[Opening RECORDED DATA section]
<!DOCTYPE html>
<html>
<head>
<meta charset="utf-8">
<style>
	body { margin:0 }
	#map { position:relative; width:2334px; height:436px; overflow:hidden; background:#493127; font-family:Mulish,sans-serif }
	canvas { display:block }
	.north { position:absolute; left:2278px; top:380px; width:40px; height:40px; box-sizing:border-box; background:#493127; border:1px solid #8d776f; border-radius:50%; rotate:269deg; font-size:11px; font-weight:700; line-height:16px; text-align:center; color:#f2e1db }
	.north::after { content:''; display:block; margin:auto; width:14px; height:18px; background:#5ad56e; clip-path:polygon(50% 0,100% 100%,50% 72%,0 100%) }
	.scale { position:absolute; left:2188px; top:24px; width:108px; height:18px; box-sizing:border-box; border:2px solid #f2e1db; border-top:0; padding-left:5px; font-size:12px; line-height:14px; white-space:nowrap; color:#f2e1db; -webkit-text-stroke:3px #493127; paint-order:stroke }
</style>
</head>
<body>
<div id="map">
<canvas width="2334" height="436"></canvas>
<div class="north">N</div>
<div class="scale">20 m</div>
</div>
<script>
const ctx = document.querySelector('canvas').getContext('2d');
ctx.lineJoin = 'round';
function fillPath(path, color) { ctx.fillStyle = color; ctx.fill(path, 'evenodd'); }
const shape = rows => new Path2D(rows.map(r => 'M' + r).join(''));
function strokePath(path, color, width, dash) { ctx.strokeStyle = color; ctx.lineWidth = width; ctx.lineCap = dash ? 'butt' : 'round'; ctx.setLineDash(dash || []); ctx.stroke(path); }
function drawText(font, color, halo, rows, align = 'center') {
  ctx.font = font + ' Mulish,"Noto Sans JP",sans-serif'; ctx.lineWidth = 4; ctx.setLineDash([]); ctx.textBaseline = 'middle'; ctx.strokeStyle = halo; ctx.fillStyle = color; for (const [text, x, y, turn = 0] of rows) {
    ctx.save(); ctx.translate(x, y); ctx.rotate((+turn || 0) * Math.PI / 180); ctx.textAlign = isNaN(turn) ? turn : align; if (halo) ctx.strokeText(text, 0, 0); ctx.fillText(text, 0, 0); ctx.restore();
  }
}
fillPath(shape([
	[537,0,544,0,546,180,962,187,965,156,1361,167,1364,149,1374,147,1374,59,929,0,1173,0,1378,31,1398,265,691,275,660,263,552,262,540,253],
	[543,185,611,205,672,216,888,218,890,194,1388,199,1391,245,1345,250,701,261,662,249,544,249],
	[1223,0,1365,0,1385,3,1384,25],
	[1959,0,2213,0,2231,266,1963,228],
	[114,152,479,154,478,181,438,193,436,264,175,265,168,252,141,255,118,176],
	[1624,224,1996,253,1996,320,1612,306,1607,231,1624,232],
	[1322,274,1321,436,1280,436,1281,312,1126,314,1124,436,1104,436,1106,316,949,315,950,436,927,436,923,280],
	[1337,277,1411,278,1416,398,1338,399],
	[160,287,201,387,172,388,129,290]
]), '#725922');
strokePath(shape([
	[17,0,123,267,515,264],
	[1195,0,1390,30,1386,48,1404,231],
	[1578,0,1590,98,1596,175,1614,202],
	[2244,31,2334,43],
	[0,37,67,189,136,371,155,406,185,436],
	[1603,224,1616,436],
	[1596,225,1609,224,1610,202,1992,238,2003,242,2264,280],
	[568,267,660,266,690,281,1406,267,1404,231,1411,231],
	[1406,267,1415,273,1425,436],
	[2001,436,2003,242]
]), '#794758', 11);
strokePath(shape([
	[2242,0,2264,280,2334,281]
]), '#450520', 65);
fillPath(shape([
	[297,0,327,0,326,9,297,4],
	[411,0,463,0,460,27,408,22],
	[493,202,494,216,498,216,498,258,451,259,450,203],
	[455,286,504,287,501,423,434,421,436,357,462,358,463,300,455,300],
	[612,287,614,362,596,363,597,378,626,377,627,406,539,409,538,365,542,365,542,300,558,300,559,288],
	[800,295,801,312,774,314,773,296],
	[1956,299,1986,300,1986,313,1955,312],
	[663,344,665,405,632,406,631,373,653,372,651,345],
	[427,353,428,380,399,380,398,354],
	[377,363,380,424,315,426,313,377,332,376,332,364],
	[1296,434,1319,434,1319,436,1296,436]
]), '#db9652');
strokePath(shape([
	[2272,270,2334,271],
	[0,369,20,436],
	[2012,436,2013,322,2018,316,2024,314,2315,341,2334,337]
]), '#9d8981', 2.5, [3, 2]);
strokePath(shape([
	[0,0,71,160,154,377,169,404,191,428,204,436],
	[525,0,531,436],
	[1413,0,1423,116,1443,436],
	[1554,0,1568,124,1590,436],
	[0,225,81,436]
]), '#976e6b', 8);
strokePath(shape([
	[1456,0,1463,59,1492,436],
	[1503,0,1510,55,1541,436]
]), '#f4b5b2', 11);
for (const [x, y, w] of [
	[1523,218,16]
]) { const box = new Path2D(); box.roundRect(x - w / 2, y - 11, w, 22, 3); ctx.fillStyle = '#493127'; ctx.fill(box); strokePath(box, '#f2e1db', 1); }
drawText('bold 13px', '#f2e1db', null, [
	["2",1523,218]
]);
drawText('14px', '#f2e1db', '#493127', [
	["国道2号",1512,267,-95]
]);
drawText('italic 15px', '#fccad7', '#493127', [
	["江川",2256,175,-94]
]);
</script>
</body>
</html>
[Closing RECORDED DATA section]
### EXERCISE PROMPT
Your response should be the lines above from the first to the one containing "position:absolute; left:2278px; top:380px;", inclusive, each given exactly.

### ANSWER BELOW
<!DOCTYPE html>
<html>
<head>
<meta charset="utf-8">
<style>
	body { margin:0 }
	#map { position:relative; width:2334px; height:436px; overflow:hidden; background:#493127; font-family:Mulish,sans-serif }
	canvas { display:block }
	.north { position:absolute; left:2278px; top:380px; width:40px; height:40px; box-sizing:border-box; background:#493127; border:1px solid #8d776f; border-radius:50%; rotate:269deg; font-size:11px; font-weight:700; line-height:16px; text-align:center; color:#f2e1db }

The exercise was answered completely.